The victim’s mother said that she had separated from the child’s father a long time ago and kept the children. On June 21, 2019, the woman’s ex-spouse took his son and daughter to his house for the weekend. The next day, the boy called his mother and said that his sister returned home in blood and tearful. It turned out that the girl’s stepmother, her father’s second wife, took the little girl to Aybolit clinic in the city of Magas. Children's gynecologist Izanya Nalgieva conducted the circumcision procedure against the girl’s will. The girl’s grandmother said with reference to what her granddaughter told her, that the child was screaming and trying to break free, but her stepmother and clinic employee were holding her arms and legs. The adults were telling her that it was a common procedure for every girl, that she was not going to die.
There was no legal representative with the child at the moment of surgery. No one signed the consent for the surgery either. The doctor had no right to touch the patient.
On June 27, 2019, the girl’s mother went to the Investigative Committee Directorate for Chechnya (at her place of residence). A criminal case was filed against the children’s gynecologist under Part 1 of Art. 115 of the Criminal Code (intentional infliction of insignificant bodily harm, which caused a short-term health disorder or an insignificant loss of general earning capacity).
The gynecologist, a week after the incident, admitted the case of circumcision. However, an extract from the interrogation protocol states that "the child’s parents agreed to skin incision in the area of the clitoris, after which the procedure was performed."
A forensic medical examination established that the girl had “a 6x5 millimeter cut wound on her external genitalia.”
Later, during an interrogation, children's gynecologist Nalgieva stated that she simply provided the girl with medical care and did not perform any surgery. "I read my protocol inattentively and erroneously indicated that the ritual of circumcision was performed. At that time I did not have all that information memorized, because I did not have the health record available to me,” explained Nalgieva.
A representative of the clinic, Beslan Matiev, denied all the charges and said that the girl’s family simply wanted to make money on the reputation of the clinic. When the affected party produced the price list of the clinic, where circumcision was listed in the “gynecology” section with a price of 2,000 rubles, Matiev said that the price list had been “corrected” because the clinic had no position for female circumcisions.

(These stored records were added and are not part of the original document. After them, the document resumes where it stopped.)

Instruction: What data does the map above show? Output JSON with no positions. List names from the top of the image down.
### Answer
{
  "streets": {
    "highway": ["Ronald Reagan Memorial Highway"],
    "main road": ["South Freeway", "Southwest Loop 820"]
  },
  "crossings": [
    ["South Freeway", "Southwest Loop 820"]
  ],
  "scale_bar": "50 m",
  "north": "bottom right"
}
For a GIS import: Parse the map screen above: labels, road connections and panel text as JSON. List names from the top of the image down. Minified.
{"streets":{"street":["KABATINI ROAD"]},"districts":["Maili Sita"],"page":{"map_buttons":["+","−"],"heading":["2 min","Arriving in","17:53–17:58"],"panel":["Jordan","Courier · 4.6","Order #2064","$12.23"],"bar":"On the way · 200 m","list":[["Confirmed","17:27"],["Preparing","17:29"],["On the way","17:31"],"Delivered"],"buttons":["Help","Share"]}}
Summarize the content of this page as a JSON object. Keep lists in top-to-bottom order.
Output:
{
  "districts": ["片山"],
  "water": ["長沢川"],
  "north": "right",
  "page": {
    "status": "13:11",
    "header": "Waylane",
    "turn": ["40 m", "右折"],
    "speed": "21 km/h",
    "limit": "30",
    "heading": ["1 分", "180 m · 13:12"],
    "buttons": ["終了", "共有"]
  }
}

Ingushetia’s Commissioner for Human Rights, Dzhambulat Ozdoev, stated that he was ready to consider the statement from the girl’s family. “Of course, something needs to be done. So far we only have information from the Internet – this is the only case of the procedure,” the official said.
The trial of children’s gynecologist Nalgieva began in late 2019 and was the first incident in the Russian judicial system, when a case of female genital mutilation was considered in court. The trial is still pending. The judge repeatedly proposed reconciliation of the parties, but it did not take place, and the court hearings continued until the introduction of restrictive measures in connection with the coronavirus pandemic. The trial is to resume after the lockdown measures are lifted.
Representatives of the Ministry of Health of Ingushetia later announced that such surgeries are not conducted in public medical organizations of the republic, while the ministry does not regulate the activities of private clinics.
According to international standards, female genital mutilation may lead to extremely negative consequences for women's reproductive, psychological and sexual health. The UN and the WHO repeatedly called female genital mutilation a violation of the right to health and freedom from torture.
The European Court of Human Rights recognizes female genital mutilation as torture that violates Article 3 of the European Convention on Human Rights.
The Russian Council of Muftis, in turn, explained that female circumcision was alien to Islam, that it was a "pre-Islamic tradition", while subduing the lust of the flesh was a matter of moral guidelines of a person.